[Items from a data source]
+++++

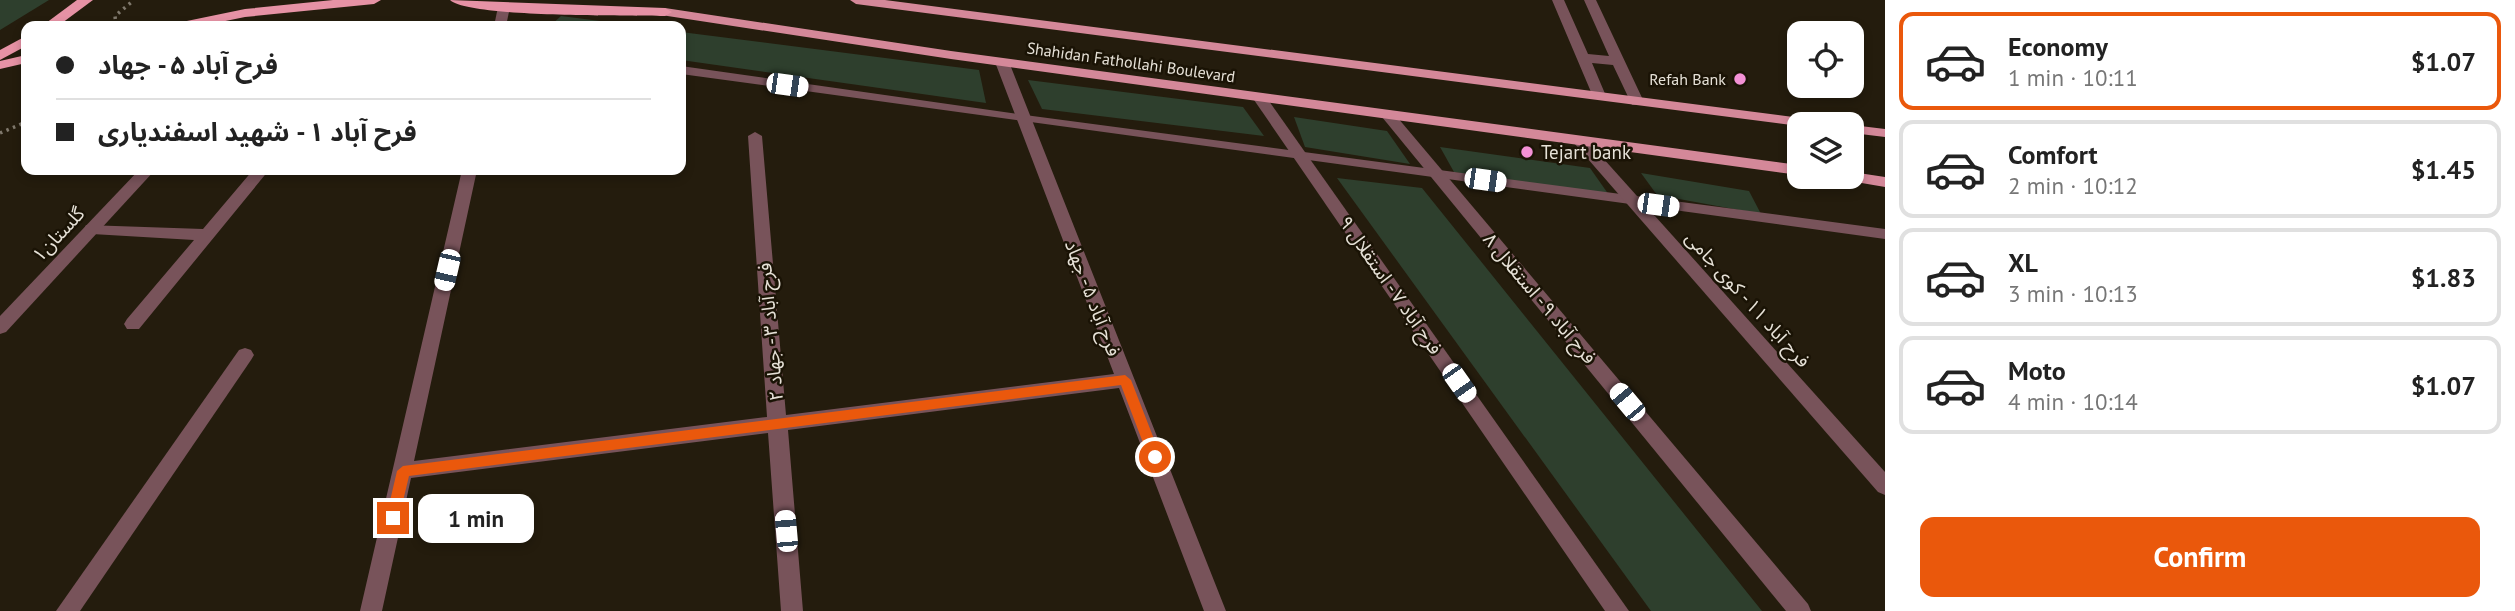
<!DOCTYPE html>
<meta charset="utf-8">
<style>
body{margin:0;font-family:"PT Sans","Noto Sans Arabic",sans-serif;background:#f6f6f6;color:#222;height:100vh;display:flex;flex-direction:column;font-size:26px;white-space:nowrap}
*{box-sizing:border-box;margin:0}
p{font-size:23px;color:#767676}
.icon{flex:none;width:38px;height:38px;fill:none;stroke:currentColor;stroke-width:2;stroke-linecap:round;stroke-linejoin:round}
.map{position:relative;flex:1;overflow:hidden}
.sheet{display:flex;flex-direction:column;background:#fff;width:630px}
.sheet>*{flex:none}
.banner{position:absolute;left:21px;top:21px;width:665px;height:154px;border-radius:14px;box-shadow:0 4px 10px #0003;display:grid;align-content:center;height:154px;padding:0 35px;background:#fff}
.tools{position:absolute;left:1787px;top:21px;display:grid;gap:14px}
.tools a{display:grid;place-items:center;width:77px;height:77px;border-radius:14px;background:#fff;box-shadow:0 4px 10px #0003;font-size:35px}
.end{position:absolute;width:32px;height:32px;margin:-16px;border:9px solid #ea580c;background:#fff;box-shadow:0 0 0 4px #fff}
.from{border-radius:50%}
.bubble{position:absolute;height:49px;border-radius:14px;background:#fff;box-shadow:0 4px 10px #0003;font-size:23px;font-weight:700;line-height:49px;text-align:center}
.car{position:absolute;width:21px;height:42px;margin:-21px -10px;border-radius:9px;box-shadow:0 0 5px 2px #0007;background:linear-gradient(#fff 24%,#345 0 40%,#fff 0 76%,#345 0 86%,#fff 0)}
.banner b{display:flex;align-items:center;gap:24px;height:66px;font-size:26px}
.banner b+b{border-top:2px solid #e0e0e0}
.banner i{width:18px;height:18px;background:#222}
ul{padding:12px 0 0;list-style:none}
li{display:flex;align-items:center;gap:21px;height:98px;margin:0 14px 10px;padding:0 21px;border:4px solid #e0e0e0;border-radius:14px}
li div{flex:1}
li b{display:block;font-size:26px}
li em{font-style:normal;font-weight:700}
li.active{border-color:#ea580c}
li>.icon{width:63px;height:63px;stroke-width:1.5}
.button{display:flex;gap:14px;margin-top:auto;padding:14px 35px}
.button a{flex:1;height:80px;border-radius:14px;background:#ea580c;color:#fff;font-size:28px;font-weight:700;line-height:80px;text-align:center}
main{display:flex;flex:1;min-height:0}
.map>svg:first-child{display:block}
</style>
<main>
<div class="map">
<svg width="1885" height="611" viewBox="0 0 1885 611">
<rect width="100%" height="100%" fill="#241c0d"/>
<g fill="#2e3f2d">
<path d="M 0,0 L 49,0 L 0,30 Z"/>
<path d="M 561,16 L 639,26 L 550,26 Z"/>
<path d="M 681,32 L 979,70 L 986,103 L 681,60 Z"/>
<path d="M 1028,80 L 1243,107 L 1264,136 L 1042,109 Z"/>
<path d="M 1294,117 L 1387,131 L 1410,164 L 1305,147 Z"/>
<path d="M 1440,147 L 1590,168 L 1609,195 L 1454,172 Z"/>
<path d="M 1641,173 L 1749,191 L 1761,214 L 1657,195 Z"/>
<path d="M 1337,178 L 1422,188 L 1762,611 L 1651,611 Z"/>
</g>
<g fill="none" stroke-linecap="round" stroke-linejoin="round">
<g stroke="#80796d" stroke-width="3.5" stroke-dasharray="2.5 4.5" stroke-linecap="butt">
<path d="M 116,26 L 115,16 L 134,0"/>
<path d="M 0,133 L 26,122"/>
</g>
<g fill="#78535a" fill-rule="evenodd">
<path d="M 681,66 L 1025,115 L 1885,229 L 1885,239 L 681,74 Z"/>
<path d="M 253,170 L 269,170 L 139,329 L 127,329 L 124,324 L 127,319 L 194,240 L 92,234 L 84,229 L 86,225 L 203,229 Z"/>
</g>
<g fill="#78535a" fill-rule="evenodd">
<path d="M 504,3 L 510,7 L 506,26 L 494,26 L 498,7 Z"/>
<path d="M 1002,58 L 1009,62 L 1226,611 L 1204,611 L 1119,388 L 788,430 L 803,611 L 781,611 L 768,433 L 411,478 L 382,611 L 360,611 L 462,170 L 477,170 L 414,461 L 767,417 L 748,136 L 755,132 L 762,136 L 786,415 L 1114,374 L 995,62 Z"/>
<path d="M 1259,93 L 1264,94 L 1629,611 L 1605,611 L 1252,97 Z"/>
<path d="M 1387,110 L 1392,111 L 1808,604 L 1811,611 L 1786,611 L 1382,117 L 1382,111 Z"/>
<path d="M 1579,136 L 1584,137 L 1885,472 L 1885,495 L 1878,492 L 1574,143 L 1572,140 Z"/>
<path d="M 139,170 L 155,170 L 6,332 L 0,334 L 0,316 Z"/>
<path d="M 245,348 L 251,350 L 254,355 L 251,360 L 80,611 L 56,611 L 239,350 Z"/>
</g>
<path fill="#78535a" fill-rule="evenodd" d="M 1552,0 L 1564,0 L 1588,54 L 1609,56 L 1584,0 L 1596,0 L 1644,102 L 1642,105 L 1632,105 L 1613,65 L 1592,63 L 1606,96 L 1604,99 L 1594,99 Z"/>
<g fill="#d48899" fill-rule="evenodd">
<path d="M 850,0 L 885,0 L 1816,120 L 1823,124 L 1799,126 L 856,4 Z"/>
<path d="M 665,8 L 951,51 L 1799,165 L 1799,175 L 951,59 L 661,15 L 659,12 Z"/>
<path d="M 1852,125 L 1885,129 L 1885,137 L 1852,133 Z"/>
<path d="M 1852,172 L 1885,177 L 1885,187 L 1844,180 L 1841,177 L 1852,177 Z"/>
</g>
<g fill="#e692a5" fill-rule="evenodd">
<path d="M 77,0 L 93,0 L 58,26 L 42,26 Z"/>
<path d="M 333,0 L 381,0 L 374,4 L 245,17 L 201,26 L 175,26 L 182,22 L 245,9 Z"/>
<path d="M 450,0 L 665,8 L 672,12 L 665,16 C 630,15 470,18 450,0 Z"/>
<path d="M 26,36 L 26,46 L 0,60 L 0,50 Z"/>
<path d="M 26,55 L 26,63 L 0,69 L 0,61 Z"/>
</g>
</g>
<path fill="#ea580c" d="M 1125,375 L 1131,380 L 1161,457 L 1160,461 L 1150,461 L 1121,385 L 409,476 L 398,522 L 388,522 L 386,518 L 397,471 L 403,466 Z"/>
<g fill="#f391d5" stroke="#1a1305" stroke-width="2.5">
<circle cx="1740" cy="79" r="7"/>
<circle cx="1527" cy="152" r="7"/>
</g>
<g text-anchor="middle" stroke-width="5" stroke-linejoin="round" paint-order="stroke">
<g font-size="16" fill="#e6e1d7" stroke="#1a1305">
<text transform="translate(1131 62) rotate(8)" y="6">Shahidan Fathollahi Boulevard</text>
</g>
<g font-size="16" fill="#e6e1d7" stroke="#1a1305" text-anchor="end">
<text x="1726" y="85">Refah Bank</text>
</g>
<g font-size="19" fill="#e6e1d7" stroke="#1a1305" text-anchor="start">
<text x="1541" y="159">Tejart bank</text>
</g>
<g font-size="19" fill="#e6e1d7" stroke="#1a1305">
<text transform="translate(58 234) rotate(-47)" y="7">گلستان۱</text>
<text transform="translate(1391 285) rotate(55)" y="7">فرح آباد ۷ - استقلال ۹</text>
<text transform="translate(1093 298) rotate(69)" y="7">فرح آباد ۵ - جهاد</text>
<text transform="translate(1540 298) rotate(50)" y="7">فرح آباد ۹ - استقلال ۸</text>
<text transform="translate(1748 299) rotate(48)" y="7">فرح آباد ۱۱ - کوی جامی</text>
<text transform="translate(770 332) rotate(-95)" y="7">فرح آباد ۳ - جهاد ۲</text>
</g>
</g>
</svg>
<div class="tools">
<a><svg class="icon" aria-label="locate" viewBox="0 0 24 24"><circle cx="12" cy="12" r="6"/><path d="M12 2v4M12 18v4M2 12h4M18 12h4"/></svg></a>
<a><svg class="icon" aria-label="layers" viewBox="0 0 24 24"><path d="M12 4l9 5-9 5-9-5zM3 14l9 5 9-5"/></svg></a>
</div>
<i class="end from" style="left:1155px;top:457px"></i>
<i class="end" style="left:393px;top:518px"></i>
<div class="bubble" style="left:418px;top:494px;width:116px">1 min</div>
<i class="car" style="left:787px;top:85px;rotate:98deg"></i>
<i class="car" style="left:1485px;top:180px;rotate:98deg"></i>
<i class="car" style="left:1658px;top:205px;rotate:98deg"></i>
<i class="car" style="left:447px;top:270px;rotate:193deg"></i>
<i class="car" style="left:1459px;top:383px;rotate:145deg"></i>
<i class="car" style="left:1627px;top:402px;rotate:320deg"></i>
<i class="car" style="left:786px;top:531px;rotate:355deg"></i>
<div class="banner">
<b><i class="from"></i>فرح آباد ۵ - جهاد</b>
<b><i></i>فرح آباد ۱ - شهید اسفندیاری</b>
</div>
</div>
<section class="sheet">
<ul>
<li class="active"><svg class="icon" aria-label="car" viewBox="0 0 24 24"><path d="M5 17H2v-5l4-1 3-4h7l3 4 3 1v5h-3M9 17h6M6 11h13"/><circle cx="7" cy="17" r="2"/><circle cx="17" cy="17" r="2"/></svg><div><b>Economy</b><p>1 min · 10:11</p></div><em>$1.07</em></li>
<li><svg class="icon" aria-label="car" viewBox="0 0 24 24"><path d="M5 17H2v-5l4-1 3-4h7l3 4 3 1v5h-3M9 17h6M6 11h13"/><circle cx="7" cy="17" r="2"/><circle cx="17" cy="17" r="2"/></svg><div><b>Comfort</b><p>2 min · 10:12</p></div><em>$1.45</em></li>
<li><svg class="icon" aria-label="car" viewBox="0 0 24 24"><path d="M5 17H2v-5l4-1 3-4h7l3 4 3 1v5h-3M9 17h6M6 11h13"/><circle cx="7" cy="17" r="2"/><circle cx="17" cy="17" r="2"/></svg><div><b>XL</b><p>3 min · 10:13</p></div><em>$1.83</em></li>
<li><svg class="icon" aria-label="car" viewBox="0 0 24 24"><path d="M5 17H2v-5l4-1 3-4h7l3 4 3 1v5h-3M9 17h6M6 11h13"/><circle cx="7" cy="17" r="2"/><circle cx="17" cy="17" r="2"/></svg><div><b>Moto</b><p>4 min · 10:14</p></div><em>$1.07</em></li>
</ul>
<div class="button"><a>Confirm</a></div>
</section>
</main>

+++++

# [Work request]
Go through the data and show every line where "grid" occurs.

# [Task response]
.banner{position:absolute;left:21px;top:21px;width:665px;height:154px;border-radius:14px;box-shadow:0 4px 10px #0003;display:grid;align-content:center;height:154px;padding:0 35px;background:#fff}
.tools{position:absolute;left:1787px;top:21px;display:grid;gap:14px}
.tools a{display:grid;place-items:center;width:77px;height:77px;border-radius:14px;background:#fff;box-shadow:0 4px 10px #0003;font-size:35px}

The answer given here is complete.